▶ [TASK INSTRUCTIONS]: Which lines of the listing hold the string "Afrodita"? Show each of them.

▶ [RECORDS]:
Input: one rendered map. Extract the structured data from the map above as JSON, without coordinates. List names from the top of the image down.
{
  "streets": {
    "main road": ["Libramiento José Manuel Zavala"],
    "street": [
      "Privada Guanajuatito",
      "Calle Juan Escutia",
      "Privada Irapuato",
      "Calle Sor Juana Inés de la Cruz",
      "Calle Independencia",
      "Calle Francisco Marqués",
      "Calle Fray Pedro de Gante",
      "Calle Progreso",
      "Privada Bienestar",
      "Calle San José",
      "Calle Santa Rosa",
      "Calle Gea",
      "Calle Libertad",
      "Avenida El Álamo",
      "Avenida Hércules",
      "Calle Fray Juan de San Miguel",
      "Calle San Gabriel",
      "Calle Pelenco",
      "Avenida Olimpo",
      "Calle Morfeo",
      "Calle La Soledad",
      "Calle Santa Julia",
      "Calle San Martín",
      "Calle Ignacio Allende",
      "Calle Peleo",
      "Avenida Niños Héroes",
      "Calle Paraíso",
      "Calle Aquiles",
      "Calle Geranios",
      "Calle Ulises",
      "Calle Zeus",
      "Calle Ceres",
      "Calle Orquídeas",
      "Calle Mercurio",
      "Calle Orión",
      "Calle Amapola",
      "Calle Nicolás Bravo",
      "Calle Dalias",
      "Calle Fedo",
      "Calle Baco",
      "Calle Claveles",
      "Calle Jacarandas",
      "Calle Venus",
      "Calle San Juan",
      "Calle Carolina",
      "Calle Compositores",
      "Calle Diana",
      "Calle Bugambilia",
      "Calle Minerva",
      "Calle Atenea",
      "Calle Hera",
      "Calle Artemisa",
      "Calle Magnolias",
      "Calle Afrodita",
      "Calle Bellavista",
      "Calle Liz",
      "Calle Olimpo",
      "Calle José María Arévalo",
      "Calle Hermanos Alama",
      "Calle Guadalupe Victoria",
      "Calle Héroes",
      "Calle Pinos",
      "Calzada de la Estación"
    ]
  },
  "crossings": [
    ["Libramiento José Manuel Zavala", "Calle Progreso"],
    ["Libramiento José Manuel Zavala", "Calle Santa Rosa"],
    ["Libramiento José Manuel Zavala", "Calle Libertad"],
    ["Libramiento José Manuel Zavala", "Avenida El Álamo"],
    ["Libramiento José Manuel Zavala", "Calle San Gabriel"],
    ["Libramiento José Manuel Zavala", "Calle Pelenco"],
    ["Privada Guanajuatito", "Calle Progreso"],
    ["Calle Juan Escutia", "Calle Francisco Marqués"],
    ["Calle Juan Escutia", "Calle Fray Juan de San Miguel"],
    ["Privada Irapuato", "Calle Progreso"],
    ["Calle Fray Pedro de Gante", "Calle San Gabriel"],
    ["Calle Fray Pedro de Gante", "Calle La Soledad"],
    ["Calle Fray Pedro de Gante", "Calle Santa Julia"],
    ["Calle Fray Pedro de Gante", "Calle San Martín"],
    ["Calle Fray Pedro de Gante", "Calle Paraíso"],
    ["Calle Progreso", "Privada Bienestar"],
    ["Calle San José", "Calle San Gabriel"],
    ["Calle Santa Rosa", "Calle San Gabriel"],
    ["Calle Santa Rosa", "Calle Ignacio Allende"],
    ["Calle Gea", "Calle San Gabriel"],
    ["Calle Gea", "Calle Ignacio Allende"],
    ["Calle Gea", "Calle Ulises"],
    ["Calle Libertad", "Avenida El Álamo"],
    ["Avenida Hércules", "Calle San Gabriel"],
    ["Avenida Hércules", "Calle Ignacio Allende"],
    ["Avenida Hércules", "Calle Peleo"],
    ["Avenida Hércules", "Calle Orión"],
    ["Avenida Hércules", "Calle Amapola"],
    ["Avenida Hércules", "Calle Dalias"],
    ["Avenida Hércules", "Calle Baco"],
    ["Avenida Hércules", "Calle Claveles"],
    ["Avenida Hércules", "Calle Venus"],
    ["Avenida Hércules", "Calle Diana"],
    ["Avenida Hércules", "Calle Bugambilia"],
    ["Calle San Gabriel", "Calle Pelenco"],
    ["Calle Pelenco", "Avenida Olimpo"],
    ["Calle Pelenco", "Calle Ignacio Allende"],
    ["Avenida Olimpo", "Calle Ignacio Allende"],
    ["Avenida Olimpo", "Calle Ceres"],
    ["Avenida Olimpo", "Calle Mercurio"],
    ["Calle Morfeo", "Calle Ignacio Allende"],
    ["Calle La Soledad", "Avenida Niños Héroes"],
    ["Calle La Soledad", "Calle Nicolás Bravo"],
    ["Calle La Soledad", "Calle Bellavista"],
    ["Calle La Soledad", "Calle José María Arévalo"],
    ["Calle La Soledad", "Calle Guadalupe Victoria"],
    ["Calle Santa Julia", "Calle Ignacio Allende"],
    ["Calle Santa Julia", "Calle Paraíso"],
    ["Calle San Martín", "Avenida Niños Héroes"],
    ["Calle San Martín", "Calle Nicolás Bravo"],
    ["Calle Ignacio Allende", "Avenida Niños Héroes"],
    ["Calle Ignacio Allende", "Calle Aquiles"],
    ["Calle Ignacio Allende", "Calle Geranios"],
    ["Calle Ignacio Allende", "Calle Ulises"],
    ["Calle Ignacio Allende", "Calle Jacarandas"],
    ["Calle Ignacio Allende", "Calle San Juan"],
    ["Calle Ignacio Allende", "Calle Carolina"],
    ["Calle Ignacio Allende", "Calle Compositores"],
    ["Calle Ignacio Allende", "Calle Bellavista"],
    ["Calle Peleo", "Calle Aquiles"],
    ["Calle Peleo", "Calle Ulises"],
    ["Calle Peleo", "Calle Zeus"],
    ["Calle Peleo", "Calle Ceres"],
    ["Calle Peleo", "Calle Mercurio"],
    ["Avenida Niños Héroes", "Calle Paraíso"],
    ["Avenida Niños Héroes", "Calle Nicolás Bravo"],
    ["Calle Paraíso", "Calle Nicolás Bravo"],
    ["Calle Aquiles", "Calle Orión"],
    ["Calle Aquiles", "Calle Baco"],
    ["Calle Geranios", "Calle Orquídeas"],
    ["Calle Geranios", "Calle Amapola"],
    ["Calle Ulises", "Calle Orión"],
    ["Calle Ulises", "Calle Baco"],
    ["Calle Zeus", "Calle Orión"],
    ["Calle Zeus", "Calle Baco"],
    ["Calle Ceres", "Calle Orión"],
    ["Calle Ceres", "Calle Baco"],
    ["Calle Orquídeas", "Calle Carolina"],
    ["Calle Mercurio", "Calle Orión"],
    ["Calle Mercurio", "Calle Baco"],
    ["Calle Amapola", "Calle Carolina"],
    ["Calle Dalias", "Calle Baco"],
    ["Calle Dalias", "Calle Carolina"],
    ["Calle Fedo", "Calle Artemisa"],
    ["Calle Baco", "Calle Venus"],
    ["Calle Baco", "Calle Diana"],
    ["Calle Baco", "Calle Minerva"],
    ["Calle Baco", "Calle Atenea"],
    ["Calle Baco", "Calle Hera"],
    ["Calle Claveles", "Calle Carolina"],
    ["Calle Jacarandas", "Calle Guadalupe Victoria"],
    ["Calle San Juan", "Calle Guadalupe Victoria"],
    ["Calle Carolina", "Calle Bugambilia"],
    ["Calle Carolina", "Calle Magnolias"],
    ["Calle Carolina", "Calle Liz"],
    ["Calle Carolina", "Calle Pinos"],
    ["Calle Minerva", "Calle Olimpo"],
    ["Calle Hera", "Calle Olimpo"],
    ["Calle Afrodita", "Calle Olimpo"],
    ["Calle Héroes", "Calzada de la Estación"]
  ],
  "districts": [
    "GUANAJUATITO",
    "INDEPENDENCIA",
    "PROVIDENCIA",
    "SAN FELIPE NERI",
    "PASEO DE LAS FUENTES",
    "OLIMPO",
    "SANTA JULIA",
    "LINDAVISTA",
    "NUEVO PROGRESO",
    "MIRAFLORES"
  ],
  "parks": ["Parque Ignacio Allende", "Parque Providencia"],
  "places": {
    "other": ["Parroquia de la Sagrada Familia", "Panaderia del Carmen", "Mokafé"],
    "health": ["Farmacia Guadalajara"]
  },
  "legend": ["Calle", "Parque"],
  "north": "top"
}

▶ [EXERCISE RESPONSE]:
      "Calle Afrodita",
    ["Calle Afrodita", "Calle Olimpo"],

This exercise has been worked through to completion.